Потрясенные, мы продолжали молчать и думать каждый свое. Казалось, там, на станции с красными черепичными крышами, название которой мы даже не успели запомнить, осталась частичка каждого из нас. Мы будто потеряли кого-то очень дорогого и близкого. И так хотелось сейчас обогреть, приласкать животное, сказать ему доброе слово… Долго ли оно еще будет жить там? Сколько ему осталось?

Я представлял, как пес укладывается в своей холодной продуваемой конуре и ждет. Чего? А может, и не ждет. Ведь только люди живут надеждой, разумом, расчетом. Животное просто любит; и коль любит, отдается этому без остатка, такова его натура.

Любовь к человеку… Когда-то далекий пращур наш, еще не вышедший из полудикого состояния, которого мы уже не можем рассмотреть за дальностью веков, подарил хищному зверю первую ласку, первое человеческое тепло — и зверь ответил на это такой силой преданности, которая не перестает изумлять по сей день. Дряхлый, немощный пес показывал пример того, как надо любить.

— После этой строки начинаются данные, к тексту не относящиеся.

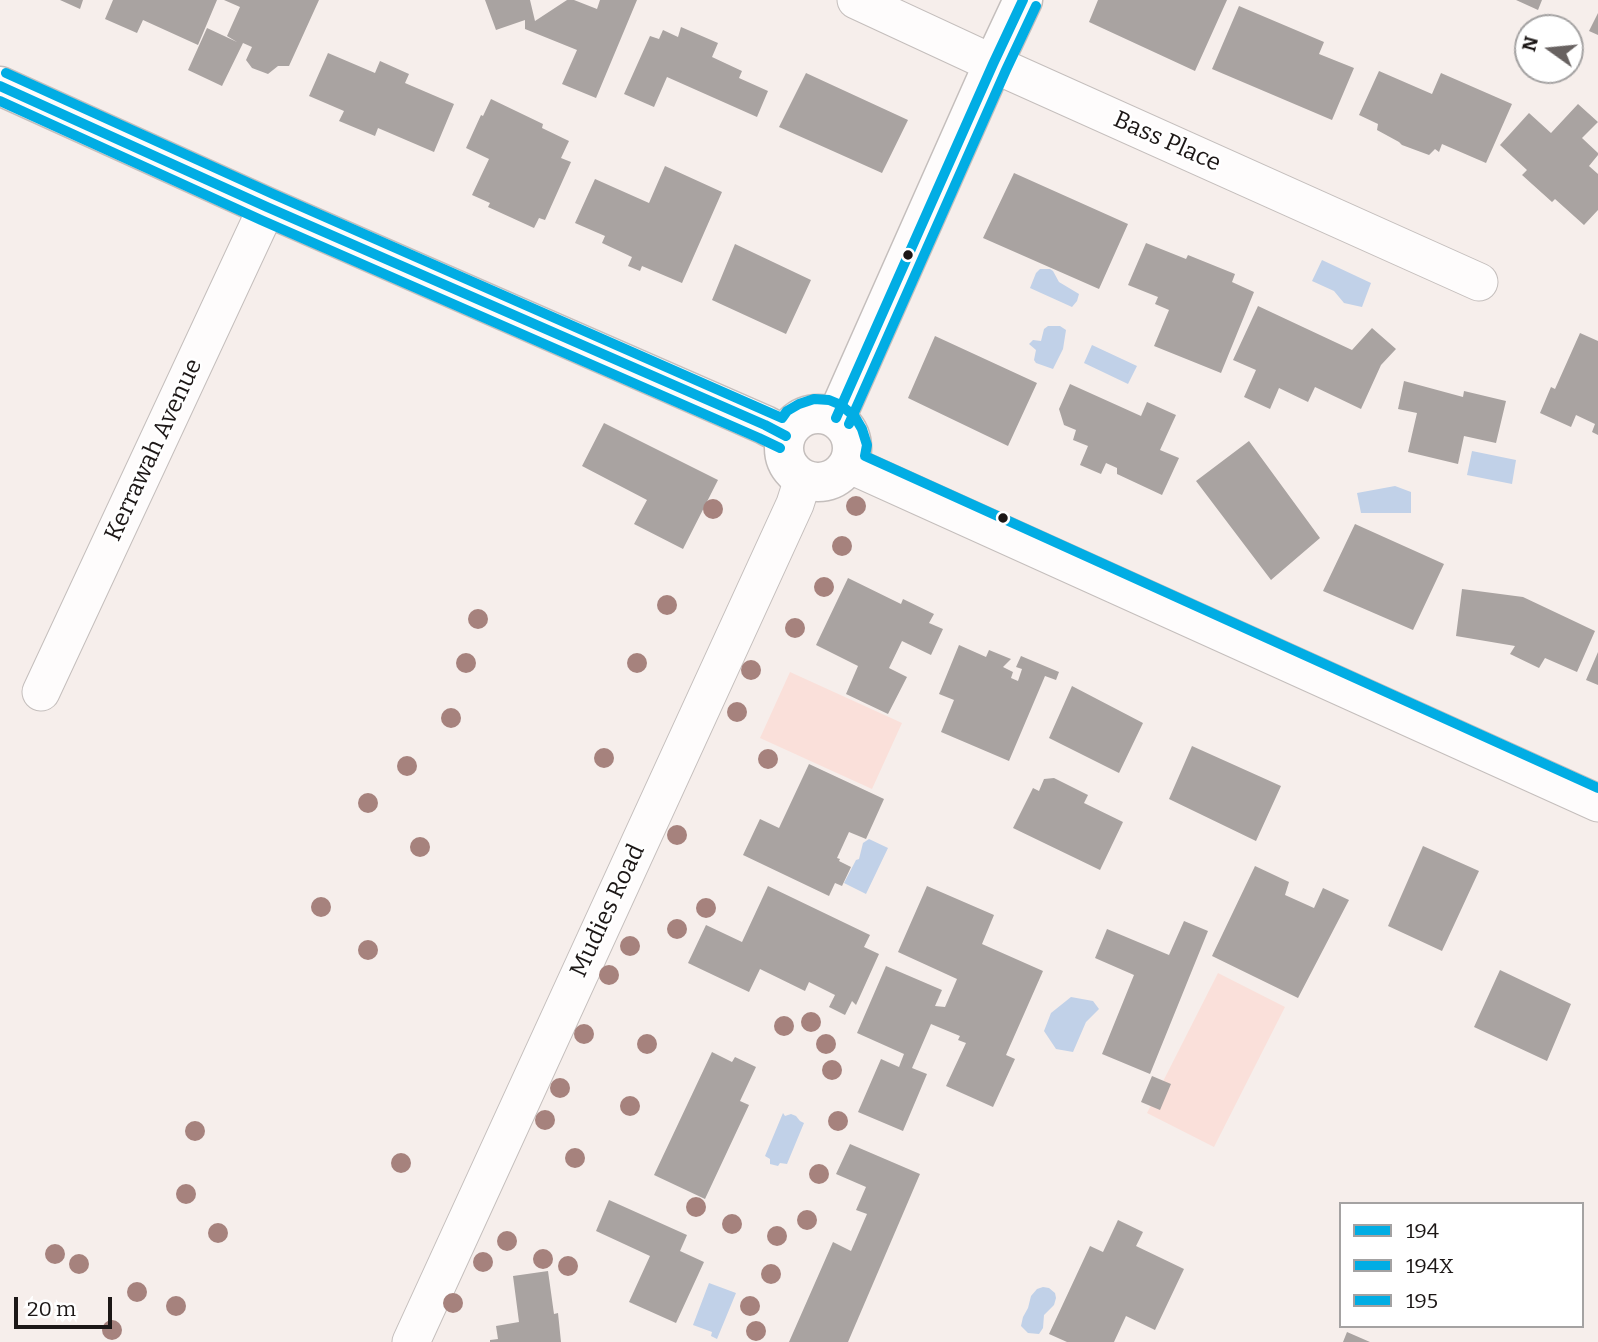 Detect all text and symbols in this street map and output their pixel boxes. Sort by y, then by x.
north arrow [1514,14,1584,84]
text: N [1517,34,1543,54]
street label: Bass Place [1109,106,1225,178]
unlabelled marker [901,248,915,262]
street label: Kerrawah Avenue [99,354,209,546]
unlabelled marker [996,511,1010,525]
street label: Mudies Road [565,840,651,982]
legend [1339,1202,1584,1328]
text: 194 [1406,1218,1439,1244]
text: 194X [1406,1253,1454,1279]
scale bar [18,1282,116,1326]
text: 195 [1406,1288,1438,1314]
text: 20 m [27,1296,76,1322] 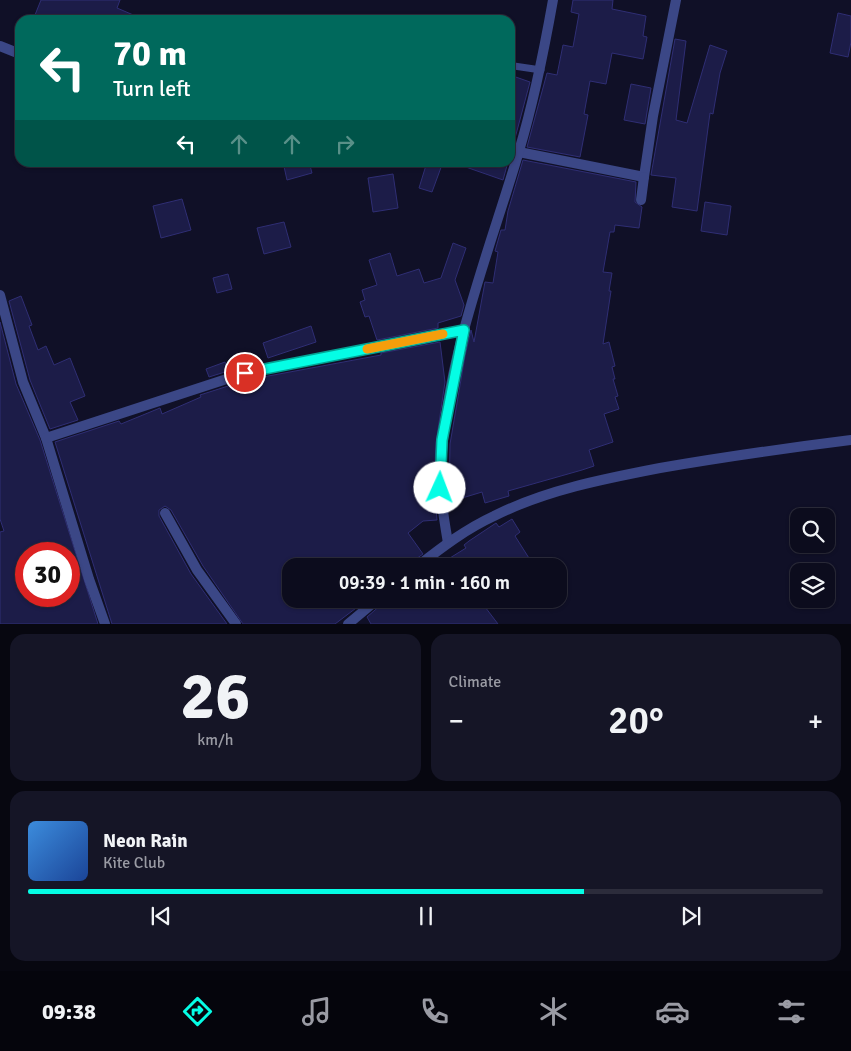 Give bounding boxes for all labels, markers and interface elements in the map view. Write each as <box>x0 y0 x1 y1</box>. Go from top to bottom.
text: 70 m <box>113 32 187 75</box>
icon: left <box>30 35 95 100</box>
text: Turn left <box>113 75 191 102</box>
icon: left <box>172 130 200 158</box>
icon: ahead <box>225 130 253 158</box>
icon: ahead <box>278 130 306 158</box>
icon: right <box>331 130 359 158</box>
pin <box>224 352 266 394</box>
icon: arrive <box>231 359 259 387</box>
position arrow <box>413 461 465 513</box>
map controls <box>790 508 835 608</box>
button: search <box>790 508 835 553</box>
speed limit sign: 30 <box>15 542 80 607</box>
button: layers <box>790 563 835 608</box>
text: 09:39 · 1 min · 160 m <box>339 571 510 595</box>
text: 26 <box>180 657 250 737</box>
text: Climate <box>449 672 501 692</box>
text: 20° <box>608 697 664 744</box>
text: − <box>449 704 464 738</box>
text: + <box>808 704 823 738</box>
text: km/h <box>197 730 233 750</box>
text: Neon Rain <box>103 829 188 853</box>
text: Kite Club <box>103 853 165 873</box>
icon: previous <box>147 902 175 930</box>
icon: pause <box>412 902 440 930</box>
icon: next <box>677 902 705 930</box>
icon: directions <box>180 994 215 1029</box>
icon: music <box>299 994 334 1029</box>
icon: phone <box>417 994 452 1029</box>
icon: climate <box>536 994 571 1029</box>
icon: car <box>655 994 690 1029</box>
icon: filters <box>774 994 809 1029</box>
text: 09:38 <box>42 998 96 1025</box> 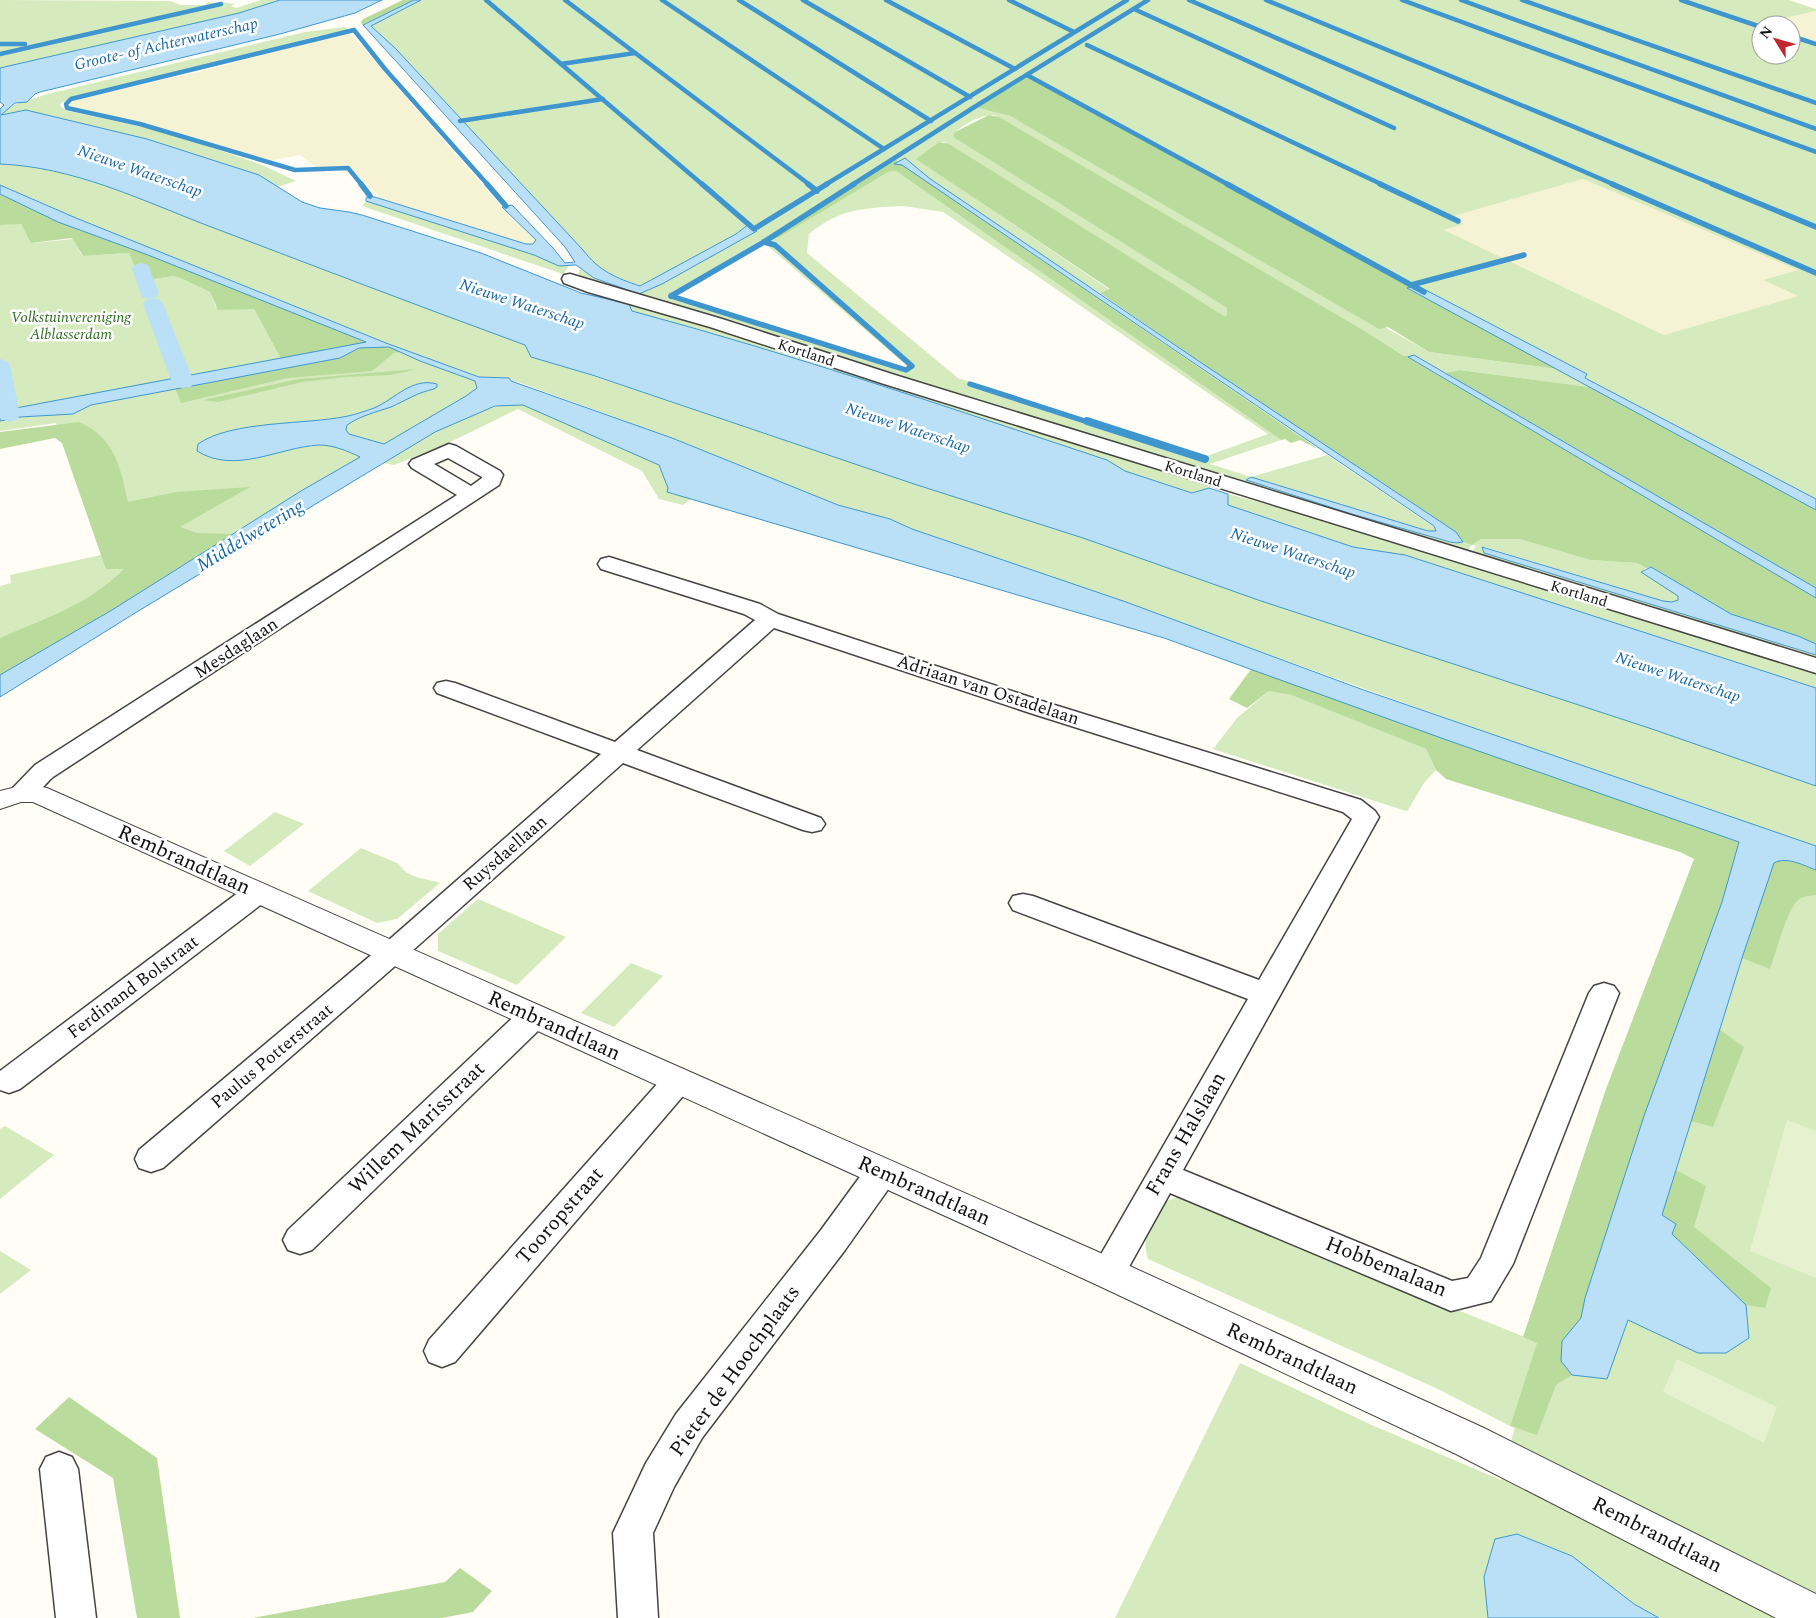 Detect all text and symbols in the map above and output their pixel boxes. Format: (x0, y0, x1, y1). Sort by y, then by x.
water label: Groote- of Achterwaterschap (72, 11, 260, 77)
north arrow (1751, 15, 1801, 65)
text: N (1754, 22, 1778, 43)
water label: Nieuwe Waterschap (74, 138, 206, 204)
water label: Nieuwe Waterschap (456, 272, 588, 336)
park label: Volkstuinvereniging Alblasserdam (11, 306, 132, 346)
street label: Kortland (775, 333, 837, 373)
water label: Nieuwe Waterschap (842, 396, 974, 460)
street label: Kortland (1162, 454, 1224, 494)
water label: Middelwetering (191, 492, 310, 580)
water label: Nieuwe Waterschap (1227, 521, 1359, 585)
street label: Kortland (1548, 574, 1610, 614)
street label: Mesdaglaan (189, 611, 283, 685)
water label: Nieuwe Waterschap (1612, 645, 1744, 709)
street label: Adriaan van Ostadelaan (893, 648, 1083, 732)
street label: Ruysdaellaan (457, 808, 553, 898)
street label: Rembrandtlaan (112, 816, 256, 904)
street label: Ferdinand Bolstraat (61, 928, 205, 1046)
street label: Rembrandtlaan (482, 982, 626, 1070)
street label: Paulus Potterstraat (205, 997, 339, 1115)
street label: Willem Marisstraat (341, 1054, 493, 1202)
street label: Frans Halslaan (1137, 1066, 1235, 1202)
street label: Rembrandtlaan (852, 1147, 996, 1235)
street label: Tooropstraat (508, 1160, 612, 1272)
street label: Hobbemalaan (1320, 1228, 1452, 1306)
street label: Pieter de Hoochplaats (662, 1278, 808, 1464)
street label: Rembrandtlaan (1221, 1314, 1363, 1404)
street label: Rembrandtlaan (1586, 1488, 1728, 1582)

Я думал о нем, а в памяти вставал длинный ряд таких же, как он: Фрам, угрюмый северный пес, вожак ездовой упряжки, похоронивший себя в ледяной пустыне, где остался его мертвый друг Георгий Седов; Бобби из Грейфрайерса, небольшой лохматый шотландский терьер, проживший годы на могиле старого пастуха; Кучи, пес из Варны, который, стоя на берегу моря по брюхо в воде, оплескиваемый солеными волнами, ежедневно ожидал своего пропавшего без вести хозяина-рыбака; «итальянец» Верный, в течение четырнадцати лет не пропустивший ни одного поезда, на котором, по его расчетам, должен был возвратиться его хозяин — машинист, убитый фашистской бомбой, — и подвиг собачьей души вырастал в нечто поистине беспредельное, величественное и гордое…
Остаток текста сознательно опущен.